Engaging Underserved Women in Health Research
Location(s): United States
Underserved breast cancer patients and survivors are typically offered fewer opportunities to participate in cancer research than other women. As a result, critical life-saving treatments and quality of life services developed from the studies may not address their needs. This disparity exists despite a 1993 federal mandate to include minorities in clinical research, and significant efforts to address many documented patient, provider, and systems barriers to information about and participation in health research. Shanti Breast Cancer Program (Shanti) -- a trusted and long standing community-based organization providing critical health navigation services to ethnically diverse low-income breast cancer patients and survivors throughout the City and County of San Francisco -- initiated the collaboration that led to our recently completed CBCRP Pilot study (2011-2013). The purpose was to address the clinical trials information chasms experienced by Shanti clients.

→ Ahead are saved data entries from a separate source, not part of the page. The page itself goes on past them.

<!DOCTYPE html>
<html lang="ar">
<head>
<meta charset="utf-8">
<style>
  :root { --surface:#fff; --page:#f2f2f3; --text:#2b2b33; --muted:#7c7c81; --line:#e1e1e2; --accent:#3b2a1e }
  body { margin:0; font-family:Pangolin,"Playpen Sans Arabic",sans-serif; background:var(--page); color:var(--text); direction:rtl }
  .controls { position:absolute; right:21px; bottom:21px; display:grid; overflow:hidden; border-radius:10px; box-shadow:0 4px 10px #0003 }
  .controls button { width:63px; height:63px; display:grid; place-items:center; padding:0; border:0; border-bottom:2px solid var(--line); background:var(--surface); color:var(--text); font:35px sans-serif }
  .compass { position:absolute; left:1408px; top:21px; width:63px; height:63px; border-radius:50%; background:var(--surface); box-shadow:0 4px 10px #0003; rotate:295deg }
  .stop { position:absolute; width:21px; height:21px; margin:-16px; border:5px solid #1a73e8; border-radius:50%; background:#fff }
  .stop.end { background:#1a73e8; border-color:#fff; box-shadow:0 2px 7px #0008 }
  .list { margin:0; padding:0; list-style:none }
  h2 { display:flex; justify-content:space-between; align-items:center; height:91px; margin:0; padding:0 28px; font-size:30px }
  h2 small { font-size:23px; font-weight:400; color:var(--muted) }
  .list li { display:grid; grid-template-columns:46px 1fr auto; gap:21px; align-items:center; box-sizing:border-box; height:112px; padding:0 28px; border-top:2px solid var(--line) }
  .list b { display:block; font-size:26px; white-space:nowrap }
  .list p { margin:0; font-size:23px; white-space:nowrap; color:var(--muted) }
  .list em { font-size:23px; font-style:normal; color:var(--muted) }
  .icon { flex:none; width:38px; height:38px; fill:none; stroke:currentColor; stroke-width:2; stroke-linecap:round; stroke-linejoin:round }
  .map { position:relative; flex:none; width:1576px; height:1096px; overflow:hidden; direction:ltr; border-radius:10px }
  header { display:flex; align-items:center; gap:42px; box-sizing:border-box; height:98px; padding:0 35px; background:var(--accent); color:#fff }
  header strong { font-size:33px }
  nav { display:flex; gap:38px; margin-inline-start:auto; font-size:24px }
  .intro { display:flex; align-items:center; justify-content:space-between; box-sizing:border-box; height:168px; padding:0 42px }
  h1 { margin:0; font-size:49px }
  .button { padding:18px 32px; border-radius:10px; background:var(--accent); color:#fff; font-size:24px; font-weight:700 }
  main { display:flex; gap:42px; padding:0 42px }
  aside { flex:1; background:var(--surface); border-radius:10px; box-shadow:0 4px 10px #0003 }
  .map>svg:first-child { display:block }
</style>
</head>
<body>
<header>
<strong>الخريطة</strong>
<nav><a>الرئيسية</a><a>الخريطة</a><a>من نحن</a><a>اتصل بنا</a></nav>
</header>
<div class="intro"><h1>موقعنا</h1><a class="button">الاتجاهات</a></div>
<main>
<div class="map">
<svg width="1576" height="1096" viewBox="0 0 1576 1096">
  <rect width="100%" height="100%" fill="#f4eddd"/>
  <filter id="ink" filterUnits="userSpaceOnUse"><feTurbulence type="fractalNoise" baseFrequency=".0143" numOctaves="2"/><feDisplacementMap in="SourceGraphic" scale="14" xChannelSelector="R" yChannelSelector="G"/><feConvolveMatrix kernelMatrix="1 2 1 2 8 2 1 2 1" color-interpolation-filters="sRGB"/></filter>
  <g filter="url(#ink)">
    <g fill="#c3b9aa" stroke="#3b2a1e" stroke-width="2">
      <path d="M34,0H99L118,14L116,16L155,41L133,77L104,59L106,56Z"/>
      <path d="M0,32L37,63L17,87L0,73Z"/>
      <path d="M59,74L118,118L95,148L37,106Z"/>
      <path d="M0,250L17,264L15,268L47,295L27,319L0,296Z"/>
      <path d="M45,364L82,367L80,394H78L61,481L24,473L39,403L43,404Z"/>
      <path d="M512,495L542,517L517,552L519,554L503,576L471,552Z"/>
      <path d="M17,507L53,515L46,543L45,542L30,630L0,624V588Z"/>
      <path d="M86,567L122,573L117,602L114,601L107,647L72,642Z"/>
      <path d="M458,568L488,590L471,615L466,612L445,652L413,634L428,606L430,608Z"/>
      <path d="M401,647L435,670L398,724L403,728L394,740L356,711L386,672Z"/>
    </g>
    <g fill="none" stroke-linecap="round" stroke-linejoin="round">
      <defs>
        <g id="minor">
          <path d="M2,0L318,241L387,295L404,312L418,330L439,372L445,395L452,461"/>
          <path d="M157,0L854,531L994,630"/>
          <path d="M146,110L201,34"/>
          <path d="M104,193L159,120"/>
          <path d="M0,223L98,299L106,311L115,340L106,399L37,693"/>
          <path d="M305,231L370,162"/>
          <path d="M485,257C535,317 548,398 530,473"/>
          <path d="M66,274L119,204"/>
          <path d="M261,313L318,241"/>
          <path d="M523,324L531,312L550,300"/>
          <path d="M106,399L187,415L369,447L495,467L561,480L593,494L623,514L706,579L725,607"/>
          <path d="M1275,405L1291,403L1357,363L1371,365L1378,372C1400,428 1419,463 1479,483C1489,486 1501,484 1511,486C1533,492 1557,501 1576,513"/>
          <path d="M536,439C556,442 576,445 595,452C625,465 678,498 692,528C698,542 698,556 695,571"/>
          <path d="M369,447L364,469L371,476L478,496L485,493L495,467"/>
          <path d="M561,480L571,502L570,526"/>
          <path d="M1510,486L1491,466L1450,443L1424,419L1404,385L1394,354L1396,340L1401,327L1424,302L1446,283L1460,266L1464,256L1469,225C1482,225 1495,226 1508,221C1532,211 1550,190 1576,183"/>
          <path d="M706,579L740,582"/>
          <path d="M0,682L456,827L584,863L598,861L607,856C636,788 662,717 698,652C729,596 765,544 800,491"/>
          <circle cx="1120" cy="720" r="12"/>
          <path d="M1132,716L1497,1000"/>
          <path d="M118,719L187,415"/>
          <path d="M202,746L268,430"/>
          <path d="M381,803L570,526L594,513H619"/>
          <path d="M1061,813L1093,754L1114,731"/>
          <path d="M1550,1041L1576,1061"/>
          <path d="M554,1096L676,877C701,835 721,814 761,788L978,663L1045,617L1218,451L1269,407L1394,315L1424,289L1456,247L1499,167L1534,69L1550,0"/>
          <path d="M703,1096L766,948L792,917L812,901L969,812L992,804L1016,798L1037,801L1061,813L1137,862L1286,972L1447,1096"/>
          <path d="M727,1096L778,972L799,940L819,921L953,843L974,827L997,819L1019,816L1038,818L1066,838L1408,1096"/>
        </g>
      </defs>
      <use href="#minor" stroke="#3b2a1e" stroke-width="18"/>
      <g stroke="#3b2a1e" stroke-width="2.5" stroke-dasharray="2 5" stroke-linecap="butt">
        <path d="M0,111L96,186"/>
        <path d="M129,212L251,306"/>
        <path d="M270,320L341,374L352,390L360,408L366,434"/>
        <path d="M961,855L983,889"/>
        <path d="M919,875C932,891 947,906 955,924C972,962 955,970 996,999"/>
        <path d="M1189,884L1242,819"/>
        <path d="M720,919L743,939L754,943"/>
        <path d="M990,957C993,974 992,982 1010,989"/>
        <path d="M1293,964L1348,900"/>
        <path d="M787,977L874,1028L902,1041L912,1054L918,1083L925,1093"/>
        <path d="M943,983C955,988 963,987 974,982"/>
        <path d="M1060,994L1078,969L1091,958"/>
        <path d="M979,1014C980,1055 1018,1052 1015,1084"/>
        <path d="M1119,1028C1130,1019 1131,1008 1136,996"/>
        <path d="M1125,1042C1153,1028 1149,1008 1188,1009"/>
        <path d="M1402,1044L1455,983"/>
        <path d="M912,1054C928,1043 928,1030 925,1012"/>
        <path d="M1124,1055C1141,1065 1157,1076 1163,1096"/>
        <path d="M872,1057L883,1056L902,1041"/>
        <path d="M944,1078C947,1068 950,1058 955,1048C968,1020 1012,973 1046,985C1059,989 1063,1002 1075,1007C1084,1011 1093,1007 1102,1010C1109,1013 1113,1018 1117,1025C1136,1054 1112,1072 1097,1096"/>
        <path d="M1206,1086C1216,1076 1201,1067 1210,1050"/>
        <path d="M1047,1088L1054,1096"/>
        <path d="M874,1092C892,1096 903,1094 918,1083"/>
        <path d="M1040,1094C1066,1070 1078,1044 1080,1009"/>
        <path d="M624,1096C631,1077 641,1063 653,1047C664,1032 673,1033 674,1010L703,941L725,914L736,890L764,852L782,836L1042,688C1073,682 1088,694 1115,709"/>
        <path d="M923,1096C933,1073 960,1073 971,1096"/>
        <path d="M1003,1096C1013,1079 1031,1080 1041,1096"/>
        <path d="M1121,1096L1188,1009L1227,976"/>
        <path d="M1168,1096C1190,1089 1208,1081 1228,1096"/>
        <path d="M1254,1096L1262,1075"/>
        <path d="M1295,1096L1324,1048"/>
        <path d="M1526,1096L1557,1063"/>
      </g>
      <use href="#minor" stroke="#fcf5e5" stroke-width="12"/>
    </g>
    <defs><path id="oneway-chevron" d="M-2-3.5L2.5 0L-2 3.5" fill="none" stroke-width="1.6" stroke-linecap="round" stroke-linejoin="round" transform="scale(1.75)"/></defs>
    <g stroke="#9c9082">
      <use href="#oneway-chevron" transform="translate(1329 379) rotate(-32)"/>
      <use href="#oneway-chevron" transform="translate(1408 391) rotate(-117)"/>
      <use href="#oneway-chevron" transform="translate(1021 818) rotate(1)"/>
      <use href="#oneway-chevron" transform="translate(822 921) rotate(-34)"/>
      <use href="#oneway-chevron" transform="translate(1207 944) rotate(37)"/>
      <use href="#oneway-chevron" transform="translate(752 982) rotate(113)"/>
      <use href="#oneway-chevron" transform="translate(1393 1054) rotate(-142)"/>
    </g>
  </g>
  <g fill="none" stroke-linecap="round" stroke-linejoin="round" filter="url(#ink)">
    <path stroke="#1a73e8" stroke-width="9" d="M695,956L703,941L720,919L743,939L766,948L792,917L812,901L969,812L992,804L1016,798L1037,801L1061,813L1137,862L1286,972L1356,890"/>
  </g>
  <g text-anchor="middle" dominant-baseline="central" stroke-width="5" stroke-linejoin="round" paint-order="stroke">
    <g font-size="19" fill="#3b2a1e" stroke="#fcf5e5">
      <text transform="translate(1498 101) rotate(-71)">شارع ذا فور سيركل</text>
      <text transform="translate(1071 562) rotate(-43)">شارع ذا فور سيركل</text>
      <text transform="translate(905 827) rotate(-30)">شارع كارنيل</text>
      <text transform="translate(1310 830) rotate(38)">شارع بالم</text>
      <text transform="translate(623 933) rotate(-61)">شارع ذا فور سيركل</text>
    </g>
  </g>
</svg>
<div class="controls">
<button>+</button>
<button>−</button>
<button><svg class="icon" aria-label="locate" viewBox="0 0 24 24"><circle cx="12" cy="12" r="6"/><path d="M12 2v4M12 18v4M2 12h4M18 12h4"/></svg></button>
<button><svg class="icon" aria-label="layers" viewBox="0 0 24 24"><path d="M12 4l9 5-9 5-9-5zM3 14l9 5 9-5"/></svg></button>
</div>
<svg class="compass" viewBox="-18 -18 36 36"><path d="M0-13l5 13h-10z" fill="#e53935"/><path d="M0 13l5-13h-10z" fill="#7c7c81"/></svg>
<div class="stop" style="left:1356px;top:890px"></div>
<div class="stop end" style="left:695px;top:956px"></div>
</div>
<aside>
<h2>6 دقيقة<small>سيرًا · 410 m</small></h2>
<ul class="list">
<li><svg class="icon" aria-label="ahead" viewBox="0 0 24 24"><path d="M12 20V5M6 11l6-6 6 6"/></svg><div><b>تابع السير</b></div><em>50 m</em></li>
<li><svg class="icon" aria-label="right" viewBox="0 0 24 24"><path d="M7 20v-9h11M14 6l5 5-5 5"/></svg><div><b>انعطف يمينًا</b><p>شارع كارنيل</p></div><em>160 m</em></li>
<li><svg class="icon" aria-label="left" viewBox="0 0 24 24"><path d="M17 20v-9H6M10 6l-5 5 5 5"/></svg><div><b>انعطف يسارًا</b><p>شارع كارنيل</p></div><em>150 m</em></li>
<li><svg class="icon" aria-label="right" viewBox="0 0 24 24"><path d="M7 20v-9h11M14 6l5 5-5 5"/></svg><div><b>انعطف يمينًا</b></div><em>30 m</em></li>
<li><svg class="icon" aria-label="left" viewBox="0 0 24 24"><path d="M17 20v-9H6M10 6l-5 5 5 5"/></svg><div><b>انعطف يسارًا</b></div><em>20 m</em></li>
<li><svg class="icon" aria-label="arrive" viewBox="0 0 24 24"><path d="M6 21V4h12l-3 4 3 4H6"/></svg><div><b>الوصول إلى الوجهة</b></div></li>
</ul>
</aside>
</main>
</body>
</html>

For this proposed Full study, as for our Pilot, Shanti is collaborating with UCSF faculty who have examined and documented disparities in clinical trials information and access for Bay Area breast cancer patients, and with BreastCancerTrials.org (BCT), a nonprofit resource dedicated to helping breast cancer patients and survivors find clinical trials and other health research opportunities personalized to their situation, and committed to making its services available to women regardless of language, education and computer access.
This study uses both qualitative and quantitative research methods including: (1) capacity building for the CBO partner (Shanti) and the health research access point (BCT); (2) a prospective randomized intervention trial with pre and post surveys; and (3) a process evaluation of the enhancements to Shanti and BCT and the trial intervention. Innovative elements: This is a highly synergistic partnership in that the union uses the strengths of each (Shanti and BCT) to directly address and compensate for the limitations of the other with regard to capacity to connect low-income diverse women with breast cancer research. Using these existing resources in this new and complementary way strengthens the overall care system for underserved breast cancer patients and survivors in the bay area, and is expected to efficiently and sustainably fill a persistent gap in access to health research information and participation opportunities.
Community involvement: Two related communities are involved throughout the development and implementation of this study: (1) multilingual Shanti Care Navigators who connect their clients with resources to help them keep up with their breast cancer treatments, such as money for rent, utilities and phone bills, access to free transportation and hot meals, translation services and emotional support; and who facilitate client participation in social and educational wellness activities to strengthen their engagement with the breast cancer community and their capacity to advocate for and manage their health. Navigators have participated in designing and will deliver the HREI protocol; and (2) post treatment survivors and metastatic patients with stable disease who are low-income, limited English speaking (LEP) Chinese and Latino, and ethnically diverse English speaking client population.
Future Plans: This study, which focuses on increasing access to health research information for post treatment breast cancer survivors and metastatic patients with stable disease, will lay the groundwork for adapting and testing our intervention with newly diagnosed breast cancer patients, and for use with other clinical trials access organizations. It will also prepare us to study the long-term effectiveness of our community education and systems interventions on research participation.